**Action item:** All of the records should be given again exactly as they appear.
———
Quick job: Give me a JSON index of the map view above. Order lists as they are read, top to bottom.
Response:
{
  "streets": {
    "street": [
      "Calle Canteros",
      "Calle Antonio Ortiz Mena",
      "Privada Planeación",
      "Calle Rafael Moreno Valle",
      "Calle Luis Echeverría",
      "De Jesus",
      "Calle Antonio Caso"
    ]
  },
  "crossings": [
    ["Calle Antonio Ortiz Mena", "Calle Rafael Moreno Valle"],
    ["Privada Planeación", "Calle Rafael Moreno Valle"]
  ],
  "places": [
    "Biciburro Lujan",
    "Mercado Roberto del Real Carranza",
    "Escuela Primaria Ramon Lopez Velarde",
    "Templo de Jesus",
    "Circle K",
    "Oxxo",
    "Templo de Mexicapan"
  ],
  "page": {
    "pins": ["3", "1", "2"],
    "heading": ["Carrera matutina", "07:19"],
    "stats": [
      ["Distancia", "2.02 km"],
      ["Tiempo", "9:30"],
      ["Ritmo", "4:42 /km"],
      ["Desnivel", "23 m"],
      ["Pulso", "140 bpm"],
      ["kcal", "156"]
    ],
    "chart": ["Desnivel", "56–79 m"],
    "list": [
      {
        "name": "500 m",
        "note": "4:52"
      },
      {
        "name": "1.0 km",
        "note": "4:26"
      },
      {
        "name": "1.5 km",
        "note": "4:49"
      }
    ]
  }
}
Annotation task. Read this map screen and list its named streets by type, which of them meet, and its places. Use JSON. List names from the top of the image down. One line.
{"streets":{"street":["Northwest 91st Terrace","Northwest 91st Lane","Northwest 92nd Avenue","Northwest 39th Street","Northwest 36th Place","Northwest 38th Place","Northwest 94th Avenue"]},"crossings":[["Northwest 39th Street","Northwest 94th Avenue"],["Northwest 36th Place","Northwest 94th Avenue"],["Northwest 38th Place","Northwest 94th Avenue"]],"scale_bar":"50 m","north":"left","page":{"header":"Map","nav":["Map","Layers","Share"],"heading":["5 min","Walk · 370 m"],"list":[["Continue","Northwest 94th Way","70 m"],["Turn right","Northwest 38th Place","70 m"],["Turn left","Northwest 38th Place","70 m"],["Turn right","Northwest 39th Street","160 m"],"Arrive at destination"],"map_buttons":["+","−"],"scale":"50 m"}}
———
**Task response:**
Quick job: Give me a JSON index of the map view above. Order lists as they are read, top to bottom.
Response:
{
  "streets": {
    "street": [
      "Calle Canteros",
      "Calle Antonio Ortiz Mena",
      "Privada Planeación",
      "Calle Rafael Moreno Valle",
      "Calle Luis Echeverría",
      "De Jesus",
      "Calle Antonio Caso"
    ]
  },
  "crossings": [
    ["Calle Antonio Ortiz Mena", "Calle Rafael Moreno Valle"],
    ["Privada Planeación", "Calle Rafael Moreno Valle"]
  ],
  "places": [
    "Biciburro Lujan",
    "Mercado Roberto del Real Carranza",
    "Escuela Primaria Ramon Lopez Velarde",
    "Templo de Jesus",
    "Circle K",
    "Oxxo",
    "Templo de Mexicapan"
  ],
  "page": {
    "pins": ["3", "1", "2"],
    "heading": ["Carrera matutina", "07:19"],
    "stats": [
      ["Distancia", "2.02 km"],
      ["Tiempo", "9:30"],
      ["Ritmo", "4:42 /km"],
      ["Desnivel", "23 m"],
      ["Pulso", "140 bpm"],
      ["kcal", "156"]
    ],
    "chart": ["Desnivel", "56–79 m"],
    "list": [
      {
        "name": "500 m",
        "note": "4:52"
      },
      {
        "name": "1.0 km",
        "note": "4:26"
      },
      {
        "name": "1.5 km",
        "note": "4:49"
      }
    ]
  }
}
Annotation task. Read this map screen and list its named streets by type, which of them meet, and its places. Use JSON. List names from the top of the image down. One line.
{"streets":{"street":["Northwest 91st Terrace","Northwest 91st Lane","Northwest 92nd Avenue","Northwest 39th Street","Northwest 36th Place","Northwest 38th Place","Northwest 94th Avenue"]},"crossings":[["Northwest 39th Street","Northwest 94th Avenue"],["Northwest 36th Place","Northwest 94th Avenue"],["Northwest 38th Place","Northwest 94th Avenue"]],"scale_bar":"50 m","north":"left","page":{"header":"Map","nav":["Map","Layers","Share"],"heading":["5 min","Walk · 370 m"],"list":[["Continue","Northwest 94th Way","70 m"],["Turn right","Northwest 38th Place","70 m"],["Turn left","Northwest 38th Place","70 m"],["Turn right","Northwest 39th Street","160 m"],"Arrive at destination"],"map_buttons":["+","−"],"scale":"50 m"}}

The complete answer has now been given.